The Palo Alto, California-based startup is ready to roll out the technology to customers now, having already completed an early-access program.
“No other technique provides the depth and breadth of information on cellular neighborhoods that Curio Seeker can,” said Cofounder and CTO Christina Fan.
The method offers resolution of 10 micrometers, making it effectively single-cell, and is based on sequencing rather than imaging. Aside from proprietary “tiles” — essentially glass slides with a layer of barcoded beads, the workflow does not require any special hardware and can be completed in eight hours, with about 2.5 hours of hands-on time, Fan said.

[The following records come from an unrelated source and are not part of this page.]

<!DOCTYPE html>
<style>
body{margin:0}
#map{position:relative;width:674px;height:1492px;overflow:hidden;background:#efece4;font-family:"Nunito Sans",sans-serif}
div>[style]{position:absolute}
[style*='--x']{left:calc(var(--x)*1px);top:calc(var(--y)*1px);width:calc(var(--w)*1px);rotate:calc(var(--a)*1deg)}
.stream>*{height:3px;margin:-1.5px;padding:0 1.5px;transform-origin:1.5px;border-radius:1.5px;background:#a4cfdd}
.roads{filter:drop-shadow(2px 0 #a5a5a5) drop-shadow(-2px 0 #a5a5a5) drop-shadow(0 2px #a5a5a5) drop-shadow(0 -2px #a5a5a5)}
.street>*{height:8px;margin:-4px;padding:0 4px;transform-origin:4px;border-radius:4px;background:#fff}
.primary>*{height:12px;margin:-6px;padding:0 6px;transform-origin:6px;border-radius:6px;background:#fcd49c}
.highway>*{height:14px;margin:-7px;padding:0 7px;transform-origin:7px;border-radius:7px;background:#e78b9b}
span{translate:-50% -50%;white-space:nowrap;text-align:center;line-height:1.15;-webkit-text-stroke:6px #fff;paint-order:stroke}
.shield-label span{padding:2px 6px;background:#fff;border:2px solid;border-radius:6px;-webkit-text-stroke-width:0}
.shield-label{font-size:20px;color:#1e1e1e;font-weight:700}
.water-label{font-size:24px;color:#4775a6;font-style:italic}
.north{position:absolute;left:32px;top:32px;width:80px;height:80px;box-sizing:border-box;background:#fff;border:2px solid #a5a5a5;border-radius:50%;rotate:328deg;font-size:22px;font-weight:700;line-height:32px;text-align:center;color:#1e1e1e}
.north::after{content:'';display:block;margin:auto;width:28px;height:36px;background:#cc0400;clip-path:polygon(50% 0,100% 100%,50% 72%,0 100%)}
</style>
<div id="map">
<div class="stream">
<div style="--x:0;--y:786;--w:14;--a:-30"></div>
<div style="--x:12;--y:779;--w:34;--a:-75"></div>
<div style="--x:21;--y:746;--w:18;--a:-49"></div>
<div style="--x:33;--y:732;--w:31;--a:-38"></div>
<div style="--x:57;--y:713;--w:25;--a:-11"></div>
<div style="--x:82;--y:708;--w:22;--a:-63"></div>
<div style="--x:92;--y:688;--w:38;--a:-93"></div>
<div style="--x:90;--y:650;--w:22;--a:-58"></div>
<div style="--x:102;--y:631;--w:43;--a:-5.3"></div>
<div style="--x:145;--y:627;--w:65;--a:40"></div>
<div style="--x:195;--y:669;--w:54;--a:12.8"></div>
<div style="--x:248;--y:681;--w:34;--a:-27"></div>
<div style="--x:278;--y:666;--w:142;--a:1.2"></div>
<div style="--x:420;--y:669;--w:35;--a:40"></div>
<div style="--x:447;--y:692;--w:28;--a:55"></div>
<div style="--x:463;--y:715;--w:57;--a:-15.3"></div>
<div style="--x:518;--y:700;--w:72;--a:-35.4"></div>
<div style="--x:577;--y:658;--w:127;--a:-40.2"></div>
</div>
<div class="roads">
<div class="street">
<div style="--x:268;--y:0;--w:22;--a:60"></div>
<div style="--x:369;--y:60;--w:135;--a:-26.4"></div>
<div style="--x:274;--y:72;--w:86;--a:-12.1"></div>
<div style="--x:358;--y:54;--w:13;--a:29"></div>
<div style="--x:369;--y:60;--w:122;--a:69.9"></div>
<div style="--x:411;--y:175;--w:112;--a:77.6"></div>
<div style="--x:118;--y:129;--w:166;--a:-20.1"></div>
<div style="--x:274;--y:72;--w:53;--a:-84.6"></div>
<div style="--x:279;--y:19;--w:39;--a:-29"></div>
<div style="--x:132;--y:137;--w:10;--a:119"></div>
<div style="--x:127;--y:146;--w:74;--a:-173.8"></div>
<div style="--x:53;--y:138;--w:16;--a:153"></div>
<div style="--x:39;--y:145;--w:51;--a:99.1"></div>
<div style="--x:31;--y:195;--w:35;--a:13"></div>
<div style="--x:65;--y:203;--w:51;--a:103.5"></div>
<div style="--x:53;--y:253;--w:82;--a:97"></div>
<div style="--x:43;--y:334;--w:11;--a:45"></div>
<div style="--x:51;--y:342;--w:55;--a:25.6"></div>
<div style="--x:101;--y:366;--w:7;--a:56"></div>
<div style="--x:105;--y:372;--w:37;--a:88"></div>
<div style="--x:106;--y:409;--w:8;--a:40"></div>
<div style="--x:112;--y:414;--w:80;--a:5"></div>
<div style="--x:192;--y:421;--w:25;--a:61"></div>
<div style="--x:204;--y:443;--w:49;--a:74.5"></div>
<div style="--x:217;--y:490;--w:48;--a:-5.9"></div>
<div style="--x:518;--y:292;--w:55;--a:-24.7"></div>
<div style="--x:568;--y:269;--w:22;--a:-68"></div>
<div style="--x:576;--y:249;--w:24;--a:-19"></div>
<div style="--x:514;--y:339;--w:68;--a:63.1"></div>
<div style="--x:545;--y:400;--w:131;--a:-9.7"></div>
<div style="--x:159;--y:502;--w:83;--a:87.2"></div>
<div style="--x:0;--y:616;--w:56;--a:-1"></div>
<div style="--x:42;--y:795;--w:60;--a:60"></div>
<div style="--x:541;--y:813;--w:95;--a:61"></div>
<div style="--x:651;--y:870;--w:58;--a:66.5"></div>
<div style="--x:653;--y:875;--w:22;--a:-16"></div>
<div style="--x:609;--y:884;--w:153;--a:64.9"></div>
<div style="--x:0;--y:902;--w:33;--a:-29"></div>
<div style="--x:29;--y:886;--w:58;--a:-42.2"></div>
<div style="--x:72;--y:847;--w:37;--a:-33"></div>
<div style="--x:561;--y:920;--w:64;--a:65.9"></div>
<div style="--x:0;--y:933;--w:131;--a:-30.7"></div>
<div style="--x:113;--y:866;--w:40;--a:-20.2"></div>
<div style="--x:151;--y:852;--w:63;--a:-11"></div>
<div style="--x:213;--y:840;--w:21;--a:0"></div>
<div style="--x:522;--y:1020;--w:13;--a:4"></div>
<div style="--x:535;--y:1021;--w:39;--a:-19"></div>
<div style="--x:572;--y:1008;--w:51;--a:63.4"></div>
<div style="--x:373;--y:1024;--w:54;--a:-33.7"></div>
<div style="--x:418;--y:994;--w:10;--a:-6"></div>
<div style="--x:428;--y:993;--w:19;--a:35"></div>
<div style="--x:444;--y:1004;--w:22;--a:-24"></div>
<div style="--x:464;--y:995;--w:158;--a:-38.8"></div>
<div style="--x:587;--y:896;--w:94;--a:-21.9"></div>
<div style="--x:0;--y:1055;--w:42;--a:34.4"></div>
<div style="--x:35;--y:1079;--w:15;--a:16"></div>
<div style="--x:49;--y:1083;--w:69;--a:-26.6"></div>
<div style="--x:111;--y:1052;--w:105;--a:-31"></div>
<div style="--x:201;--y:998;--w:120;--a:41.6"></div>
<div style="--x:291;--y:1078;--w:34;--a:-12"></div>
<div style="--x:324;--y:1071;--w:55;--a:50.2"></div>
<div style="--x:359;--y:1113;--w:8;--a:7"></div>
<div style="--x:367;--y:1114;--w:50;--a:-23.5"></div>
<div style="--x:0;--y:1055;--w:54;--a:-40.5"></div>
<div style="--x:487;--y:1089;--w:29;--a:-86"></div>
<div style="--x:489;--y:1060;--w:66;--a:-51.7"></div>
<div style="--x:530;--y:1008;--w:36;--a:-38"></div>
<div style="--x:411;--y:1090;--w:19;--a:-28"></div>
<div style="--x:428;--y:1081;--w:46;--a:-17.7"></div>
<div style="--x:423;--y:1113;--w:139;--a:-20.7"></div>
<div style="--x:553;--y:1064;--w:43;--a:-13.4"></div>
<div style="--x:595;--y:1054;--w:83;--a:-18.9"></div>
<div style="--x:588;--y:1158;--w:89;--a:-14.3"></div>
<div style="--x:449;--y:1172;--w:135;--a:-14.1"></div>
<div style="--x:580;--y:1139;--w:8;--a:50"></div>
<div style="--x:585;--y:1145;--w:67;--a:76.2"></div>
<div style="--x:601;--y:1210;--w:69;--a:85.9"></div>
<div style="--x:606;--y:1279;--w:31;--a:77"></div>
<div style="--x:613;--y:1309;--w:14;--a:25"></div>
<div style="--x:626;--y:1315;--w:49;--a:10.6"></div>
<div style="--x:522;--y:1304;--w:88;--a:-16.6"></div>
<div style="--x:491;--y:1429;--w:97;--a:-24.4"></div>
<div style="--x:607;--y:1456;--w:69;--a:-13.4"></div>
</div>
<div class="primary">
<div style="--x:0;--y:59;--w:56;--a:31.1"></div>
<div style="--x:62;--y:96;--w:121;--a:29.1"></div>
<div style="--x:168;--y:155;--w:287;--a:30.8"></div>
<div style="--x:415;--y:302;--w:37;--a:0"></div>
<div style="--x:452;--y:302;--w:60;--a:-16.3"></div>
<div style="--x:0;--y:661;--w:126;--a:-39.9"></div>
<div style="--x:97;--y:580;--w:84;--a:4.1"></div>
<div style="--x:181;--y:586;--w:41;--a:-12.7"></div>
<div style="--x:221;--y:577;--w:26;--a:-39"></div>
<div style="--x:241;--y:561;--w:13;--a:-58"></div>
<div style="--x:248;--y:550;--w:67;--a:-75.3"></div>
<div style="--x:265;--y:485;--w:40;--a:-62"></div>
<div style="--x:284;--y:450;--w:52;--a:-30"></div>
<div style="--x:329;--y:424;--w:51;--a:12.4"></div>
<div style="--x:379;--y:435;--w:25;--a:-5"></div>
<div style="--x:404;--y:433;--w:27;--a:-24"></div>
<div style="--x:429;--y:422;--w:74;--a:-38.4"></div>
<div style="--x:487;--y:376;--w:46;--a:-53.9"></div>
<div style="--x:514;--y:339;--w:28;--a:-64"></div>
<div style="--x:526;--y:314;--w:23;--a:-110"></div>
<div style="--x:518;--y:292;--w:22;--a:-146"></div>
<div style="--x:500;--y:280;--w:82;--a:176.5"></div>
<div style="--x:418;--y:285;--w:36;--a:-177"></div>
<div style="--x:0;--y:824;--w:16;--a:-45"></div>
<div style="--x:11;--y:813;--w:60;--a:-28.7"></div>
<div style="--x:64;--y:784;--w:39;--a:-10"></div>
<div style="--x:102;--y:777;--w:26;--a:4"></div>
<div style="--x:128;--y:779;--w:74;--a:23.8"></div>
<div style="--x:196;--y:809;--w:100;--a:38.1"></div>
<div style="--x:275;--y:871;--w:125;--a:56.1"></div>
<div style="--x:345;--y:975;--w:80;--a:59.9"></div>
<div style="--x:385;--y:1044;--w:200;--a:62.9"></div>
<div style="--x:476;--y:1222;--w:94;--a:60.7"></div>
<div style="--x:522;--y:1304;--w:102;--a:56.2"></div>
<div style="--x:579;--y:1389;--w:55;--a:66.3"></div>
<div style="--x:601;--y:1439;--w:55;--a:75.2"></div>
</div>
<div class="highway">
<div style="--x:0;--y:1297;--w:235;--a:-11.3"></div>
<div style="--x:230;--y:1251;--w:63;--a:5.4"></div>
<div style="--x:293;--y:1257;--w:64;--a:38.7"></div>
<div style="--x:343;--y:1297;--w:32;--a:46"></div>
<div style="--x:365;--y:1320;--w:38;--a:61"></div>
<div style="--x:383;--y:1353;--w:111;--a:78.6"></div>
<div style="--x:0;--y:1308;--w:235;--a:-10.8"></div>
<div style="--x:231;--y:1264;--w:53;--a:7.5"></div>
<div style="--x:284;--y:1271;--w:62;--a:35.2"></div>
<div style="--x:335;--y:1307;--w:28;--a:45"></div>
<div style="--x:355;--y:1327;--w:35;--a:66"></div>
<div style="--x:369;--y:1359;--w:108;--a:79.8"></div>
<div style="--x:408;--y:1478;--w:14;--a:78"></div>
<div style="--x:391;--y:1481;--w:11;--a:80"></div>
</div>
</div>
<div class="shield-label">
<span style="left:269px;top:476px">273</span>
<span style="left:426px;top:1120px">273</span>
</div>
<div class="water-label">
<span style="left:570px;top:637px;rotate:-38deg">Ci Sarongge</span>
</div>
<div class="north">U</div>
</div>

Curio’s products allow researchers access to spatial methods without a large upfront investment, Anoja Perera, director of sequencing and discovery genomics at the Stowers Institute told GenomeWeb. Her core lab was an early-access customer and had been using Slide-seq before that. “As long as your institute has a histologist and a sequencer, you can perform this application,” she said.
Moreover, Curio has made several improvements to the original method. Perera’s lab has already run them side by side. “We’re getting much better resolution, as far as the data goes,” Perera said, “and getting at least two times the number of genes per cell we used to get with Slide-seq.”